The Hindu equivalent for the modern weekday is called as vāsara or vāra in the modern usage.
Ravi-Vāsara, Som-Vāsara, Mangal-Vāsara etc, which are equivalent of Sunday, Monday and Tuesday do bear a striking resemblance etymologically.
Although Vāsaras do not serve any computational purpose, unlike Tithis, which are used to determine a day in the lunar calendar, they still do form one of the five angas of the Hindu Panchanga, the other four being tithi, nakshatra, yoga and karna. They are also mentioned in the Vedanga Jyotisha which is considered to be the origin of Hindu Astrology.
As for what could be the origin of this system, the answer is the Navagrahas: Surya(Ravi, Sun),Som(Moon),Mangal(Mars), Budha(Mercura), Guru(Jupiter), Shukra(Venus), Shani(Saturn), Rahu and Ketu.
The first seven preside over individual Vāsaras while Rahu and Ketu are responsible for the Solar and Lunar eclipses.
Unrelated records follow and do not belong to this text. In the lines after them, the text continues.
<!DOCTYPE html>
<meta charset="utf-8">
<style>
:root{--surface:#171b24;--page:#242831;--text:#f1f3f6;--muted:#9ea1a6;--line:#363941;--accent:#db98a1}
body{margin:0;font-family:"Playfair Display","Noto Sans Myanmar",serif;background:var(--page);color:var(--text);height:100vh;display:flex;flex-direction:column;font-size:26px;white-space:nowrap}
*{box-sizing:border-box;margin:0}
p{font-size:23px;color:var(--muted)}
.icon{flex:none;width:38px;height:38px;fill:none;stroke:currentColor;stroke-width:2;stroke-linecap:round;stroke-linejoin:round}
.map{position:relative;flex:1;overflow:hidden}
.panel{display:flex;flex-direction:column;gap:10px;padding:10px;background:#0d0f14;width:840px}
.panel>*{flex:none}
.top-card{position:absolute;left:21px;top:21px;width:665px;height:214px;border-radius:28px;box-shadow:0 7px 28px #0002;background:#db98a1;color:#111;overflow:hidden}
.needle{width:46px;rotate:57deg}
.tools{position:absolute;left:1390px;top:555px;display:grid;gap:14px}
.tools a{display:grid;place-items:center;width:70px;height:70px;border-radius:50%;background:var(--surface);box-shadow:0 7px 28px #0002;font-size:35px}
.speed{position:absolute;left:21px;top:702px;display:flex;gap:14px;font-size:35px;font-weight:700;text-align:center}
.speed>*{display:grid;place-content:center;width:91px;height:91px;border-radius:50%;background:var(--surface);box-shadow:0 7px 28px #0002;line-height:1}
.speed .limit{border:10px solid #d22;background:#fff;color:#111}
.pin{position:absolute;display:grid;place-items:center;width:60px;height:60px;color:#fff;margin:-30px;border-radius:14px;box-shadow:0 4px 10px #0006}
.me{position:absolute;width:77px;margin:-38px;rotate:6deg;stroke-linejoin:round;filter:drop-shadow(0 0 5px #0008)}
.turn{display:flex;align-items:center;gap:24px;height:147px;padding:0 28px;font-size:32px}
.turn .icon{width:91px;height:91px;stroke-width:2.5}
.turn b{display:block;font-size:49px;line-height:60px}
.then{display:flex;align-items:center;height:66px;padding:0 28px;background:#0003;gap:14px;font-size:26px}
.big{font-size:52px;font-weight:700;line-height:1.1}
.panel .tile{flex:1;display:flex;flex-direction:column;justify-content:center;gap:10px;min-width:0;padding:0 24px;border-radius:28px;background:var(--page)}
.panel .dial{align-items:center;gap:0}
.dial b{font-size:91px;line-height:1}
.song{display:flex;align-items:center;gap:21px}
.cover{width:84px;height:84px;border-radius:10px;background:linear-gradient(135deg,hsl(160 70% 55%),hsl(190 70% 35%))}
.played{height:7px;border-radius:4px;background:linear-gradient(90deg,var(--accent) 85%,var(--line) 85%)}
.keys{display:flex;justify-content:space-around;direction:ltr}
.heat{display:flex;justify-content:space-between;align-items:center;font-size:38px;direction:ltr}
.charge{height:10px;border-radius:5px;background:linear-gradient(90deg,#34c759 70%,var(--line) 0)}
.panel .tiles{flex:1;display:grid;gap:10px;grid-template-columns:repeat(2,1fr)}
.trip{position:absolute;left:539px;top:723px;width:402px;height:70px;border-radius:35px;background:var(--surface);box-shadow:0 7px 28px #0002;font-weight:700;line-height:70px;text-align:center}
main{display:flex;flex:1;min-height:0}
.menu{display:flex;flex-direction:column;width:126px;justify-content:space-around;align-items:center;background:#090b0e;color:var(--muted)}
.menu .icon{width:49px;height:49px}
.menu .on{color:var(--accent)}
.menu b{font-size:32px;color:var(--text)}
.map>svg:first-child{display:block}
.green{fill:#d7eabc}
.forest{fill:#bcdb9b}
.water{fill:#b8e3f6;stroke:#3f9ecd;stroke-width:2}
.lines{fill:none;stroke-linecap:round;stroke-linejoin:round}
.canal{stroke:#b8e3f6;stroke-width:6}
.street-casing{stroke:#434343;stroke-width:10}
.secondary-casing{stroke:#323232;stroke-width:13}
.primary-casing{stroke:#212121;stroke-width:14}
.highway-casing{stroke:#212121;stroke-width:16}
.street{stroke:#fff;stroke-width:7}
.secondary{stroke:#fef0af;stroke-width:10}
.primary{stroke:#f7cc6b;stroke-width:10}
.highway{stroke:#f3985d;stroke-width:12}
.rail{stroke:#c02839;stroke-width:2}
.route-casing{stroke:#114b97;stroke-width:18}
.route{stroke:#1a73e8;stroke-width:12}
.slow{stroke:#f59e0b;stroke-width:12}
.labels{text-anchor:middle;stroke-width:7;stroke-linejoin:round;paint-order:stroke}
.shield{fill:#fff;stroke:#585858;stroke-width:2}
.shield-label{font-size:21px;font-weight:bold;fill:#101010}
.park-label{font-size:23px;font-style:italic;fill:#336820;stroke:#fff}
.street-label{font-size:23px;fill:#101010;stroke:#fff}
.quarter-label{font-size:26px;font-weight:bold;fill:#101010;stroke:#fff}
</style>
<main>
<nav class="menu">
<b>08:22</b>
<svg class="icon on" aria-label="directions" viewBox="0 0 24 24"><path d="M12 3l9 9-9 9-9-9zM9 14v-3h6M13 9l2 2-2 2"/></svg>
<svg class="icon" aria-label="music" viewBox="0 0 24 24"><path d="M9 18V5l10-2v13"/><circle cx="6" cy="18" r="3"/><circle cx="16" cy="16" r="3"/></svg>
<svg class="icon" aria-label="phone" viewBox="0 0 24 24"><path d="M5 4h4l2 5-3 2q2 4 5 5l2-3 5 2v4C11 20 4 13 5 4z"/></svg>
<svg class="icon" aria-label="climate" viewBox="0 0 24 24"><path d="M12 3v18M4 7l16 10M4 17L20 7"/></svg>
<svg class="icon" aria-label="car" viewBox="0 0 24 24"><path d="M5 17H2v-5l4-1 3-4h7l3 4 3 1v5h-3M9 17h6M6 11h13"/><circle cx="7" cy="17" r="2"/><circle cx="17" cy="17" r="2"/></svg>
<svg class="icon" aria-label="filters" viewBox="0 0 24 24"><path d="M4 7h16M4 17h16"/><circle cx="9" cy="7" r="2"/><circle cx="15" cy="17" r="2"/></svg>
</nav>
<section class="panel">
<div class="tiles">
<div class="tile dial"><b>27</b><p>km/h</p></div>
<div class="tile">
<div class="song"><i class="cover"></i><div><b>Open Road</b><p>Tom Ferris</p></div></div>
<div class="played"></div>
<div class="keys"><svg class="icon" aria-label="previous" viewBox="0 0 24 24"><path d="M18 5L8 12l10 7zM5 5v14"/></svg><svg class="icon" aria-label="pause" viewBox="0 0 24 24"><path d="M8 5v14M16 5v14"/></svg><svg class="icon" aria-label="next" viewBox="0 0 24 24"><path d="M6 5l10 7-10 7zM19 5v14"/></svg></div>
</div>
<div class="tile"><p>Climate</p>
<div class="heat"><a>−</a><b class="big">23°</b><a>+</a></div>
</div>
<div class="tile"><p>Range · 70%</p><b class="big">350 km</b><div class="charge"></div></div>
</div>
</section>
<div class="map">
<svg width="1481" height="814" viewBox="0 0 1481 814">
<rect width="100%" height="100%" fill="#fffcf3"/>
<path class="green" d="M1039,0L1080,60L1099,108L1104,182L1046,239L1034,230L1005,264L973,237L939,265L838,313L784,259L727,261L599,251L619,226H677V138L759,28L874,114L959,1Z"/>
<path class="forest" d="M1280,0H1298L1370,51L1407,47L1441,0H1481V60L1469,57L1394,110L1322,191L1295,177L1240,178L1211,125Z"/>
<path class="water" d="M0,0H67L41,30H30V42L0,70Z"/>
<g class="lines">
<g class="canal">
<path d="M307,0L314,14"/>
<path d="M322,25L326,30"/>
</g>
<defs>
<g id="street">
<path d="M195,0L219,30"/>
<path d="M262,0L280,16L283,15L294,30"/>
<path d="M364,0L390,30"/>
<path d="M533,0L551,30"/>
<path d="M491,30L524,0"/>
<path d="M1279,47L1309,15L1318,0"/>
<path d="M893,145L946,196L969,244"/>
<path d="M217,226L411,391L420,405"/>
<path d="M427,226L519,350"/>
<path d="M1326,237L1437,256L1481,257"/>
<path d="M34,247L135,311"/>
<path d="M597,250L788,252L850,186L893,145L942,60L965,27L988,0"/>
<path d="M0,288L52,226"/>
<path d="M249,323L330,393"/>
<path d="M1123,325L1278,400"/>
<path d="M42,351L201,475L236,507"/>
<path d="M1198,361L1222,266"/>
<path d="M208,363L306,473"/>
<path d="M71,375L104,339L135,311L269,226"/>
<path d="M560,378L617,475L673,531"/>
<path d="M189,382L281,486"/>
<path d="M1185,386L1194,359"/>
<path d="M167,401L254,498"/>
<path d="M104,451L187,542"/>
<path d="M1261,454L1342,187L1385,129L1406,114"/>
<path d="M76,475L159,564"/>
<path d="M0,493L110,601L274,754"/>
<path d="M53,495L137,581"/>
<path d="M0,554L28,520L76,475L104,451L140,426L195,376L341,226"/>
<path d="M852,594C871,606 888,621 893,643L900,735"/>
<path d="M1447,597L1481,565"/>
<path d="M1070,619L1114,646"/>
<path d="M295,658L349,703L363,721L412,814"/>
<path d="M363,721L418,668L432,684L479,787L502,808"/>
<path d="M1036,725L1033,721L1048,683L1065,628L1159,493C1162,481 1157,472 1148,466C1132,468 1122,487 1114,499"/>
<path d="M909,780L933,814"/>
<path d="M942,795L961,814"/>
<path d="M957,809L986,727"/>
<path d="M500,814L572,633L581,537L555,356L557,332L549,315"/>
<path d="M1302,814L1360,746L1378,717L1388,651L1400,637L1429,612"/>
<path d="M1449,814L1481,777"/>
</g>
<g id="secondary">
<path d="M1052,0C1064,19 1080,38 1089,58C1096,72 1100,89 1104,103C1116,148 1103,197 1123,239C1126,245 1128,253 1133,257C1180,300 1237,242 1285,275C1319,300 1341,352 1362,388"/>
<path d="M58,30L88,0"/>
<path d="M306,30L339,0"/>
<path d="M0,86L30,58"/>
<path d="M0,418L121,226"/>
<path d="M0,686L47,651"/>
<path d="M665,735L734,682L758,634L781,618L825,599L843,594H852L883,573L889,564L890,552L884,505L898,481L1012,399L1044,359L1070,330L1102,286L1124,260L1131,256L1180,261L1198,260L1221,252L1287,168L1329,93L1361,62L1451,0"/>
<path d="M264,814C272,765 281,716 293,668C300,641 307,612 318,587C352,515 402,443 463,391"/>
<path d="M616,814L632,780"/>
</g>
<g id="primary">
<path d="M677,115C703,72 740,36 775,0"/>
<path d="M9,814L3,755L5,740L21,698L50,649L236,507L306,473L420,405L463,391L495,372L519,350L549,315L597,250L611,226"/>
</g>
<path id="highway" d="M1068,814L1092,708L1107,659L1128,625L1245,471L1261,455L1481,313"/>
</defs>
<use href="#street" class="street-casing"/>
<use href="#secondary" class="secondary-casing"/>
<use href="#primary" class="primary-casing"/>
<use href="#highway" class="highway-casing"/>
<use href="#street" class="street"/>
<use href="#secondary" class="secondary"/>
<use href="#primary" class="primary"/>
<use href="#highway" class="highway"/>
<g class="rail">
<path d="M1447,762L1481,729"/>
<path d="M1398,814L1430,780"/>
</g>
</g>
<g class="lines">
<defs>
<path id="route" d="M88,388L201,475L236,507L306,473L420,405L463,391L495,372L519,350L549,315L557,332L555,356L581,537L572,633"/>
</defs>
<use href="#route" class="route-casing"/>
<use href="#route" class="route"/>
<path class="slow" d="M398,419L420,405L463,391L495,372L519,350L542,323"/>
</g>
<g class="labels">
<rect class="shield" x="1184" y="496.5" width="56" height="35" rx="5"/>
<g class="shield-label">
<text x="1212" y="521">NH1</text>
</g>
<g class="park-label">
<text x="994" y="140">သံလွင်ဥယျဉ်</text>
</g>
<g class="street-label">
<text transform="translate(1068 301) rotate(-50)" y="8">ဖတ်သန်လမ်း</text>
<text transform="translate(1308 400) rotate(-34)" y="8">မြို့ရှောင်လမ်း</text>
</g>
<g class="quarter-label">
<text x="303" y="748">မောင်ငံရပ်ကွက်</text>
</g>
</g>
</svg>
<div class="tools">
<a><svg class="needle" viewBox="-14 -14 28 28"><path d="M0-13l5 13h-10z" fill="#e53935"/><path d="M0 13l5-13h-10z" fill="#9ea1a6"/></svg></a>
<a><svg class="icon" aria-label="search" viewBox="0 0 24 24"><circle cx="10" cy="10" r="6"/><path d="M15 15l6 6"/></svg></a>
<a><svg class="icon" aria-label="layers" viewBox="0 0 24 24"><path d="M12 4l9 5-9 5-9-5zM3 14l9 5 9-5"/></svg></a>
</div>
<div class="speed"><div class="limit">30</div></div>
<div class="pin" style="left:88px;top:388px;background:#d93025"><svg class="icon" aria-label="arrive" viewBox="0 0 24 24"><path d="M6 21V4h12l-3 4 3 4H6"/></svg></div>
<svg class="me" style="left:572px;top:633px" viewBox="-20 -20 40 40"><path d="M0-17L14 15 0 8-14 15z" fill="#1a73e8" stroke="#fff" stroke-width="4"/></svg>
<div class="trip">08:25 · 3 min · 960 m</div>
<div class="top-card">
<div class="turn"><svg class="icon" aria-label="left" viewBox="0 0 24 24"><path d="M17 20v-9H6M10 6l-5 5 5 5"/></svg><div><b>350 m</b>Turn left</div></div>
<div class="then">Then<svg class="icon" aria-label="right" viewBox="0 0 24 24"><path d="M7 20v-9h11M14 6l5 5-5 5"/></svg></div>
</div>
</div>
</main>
All these nine Grahas are said to move with respect to the fixed constellations in the zodiac, hence influencing the lives of the people affected by the respective constellations. It is not very unlike the western belief in astrology where different deities were said to preside over the opening hours of the days named after them.
So it is not just a westernised version of our own system. Tithis and Vāsaras exist independently of each other and fulfill different requirements. Tithis have more significance in the field of Astronomy for maintaining calendars and predicting celestial events like eclipses, Vāsaras have Astrological significance, helping determine the effect of the current arrangement of stars on the life of an individual.
But as with everything else in Hinduism, Astronomy and Astrology are closely related and these two are easily mixed up with one another. It is better to keep track of tithis for the purposes of a calendar of events.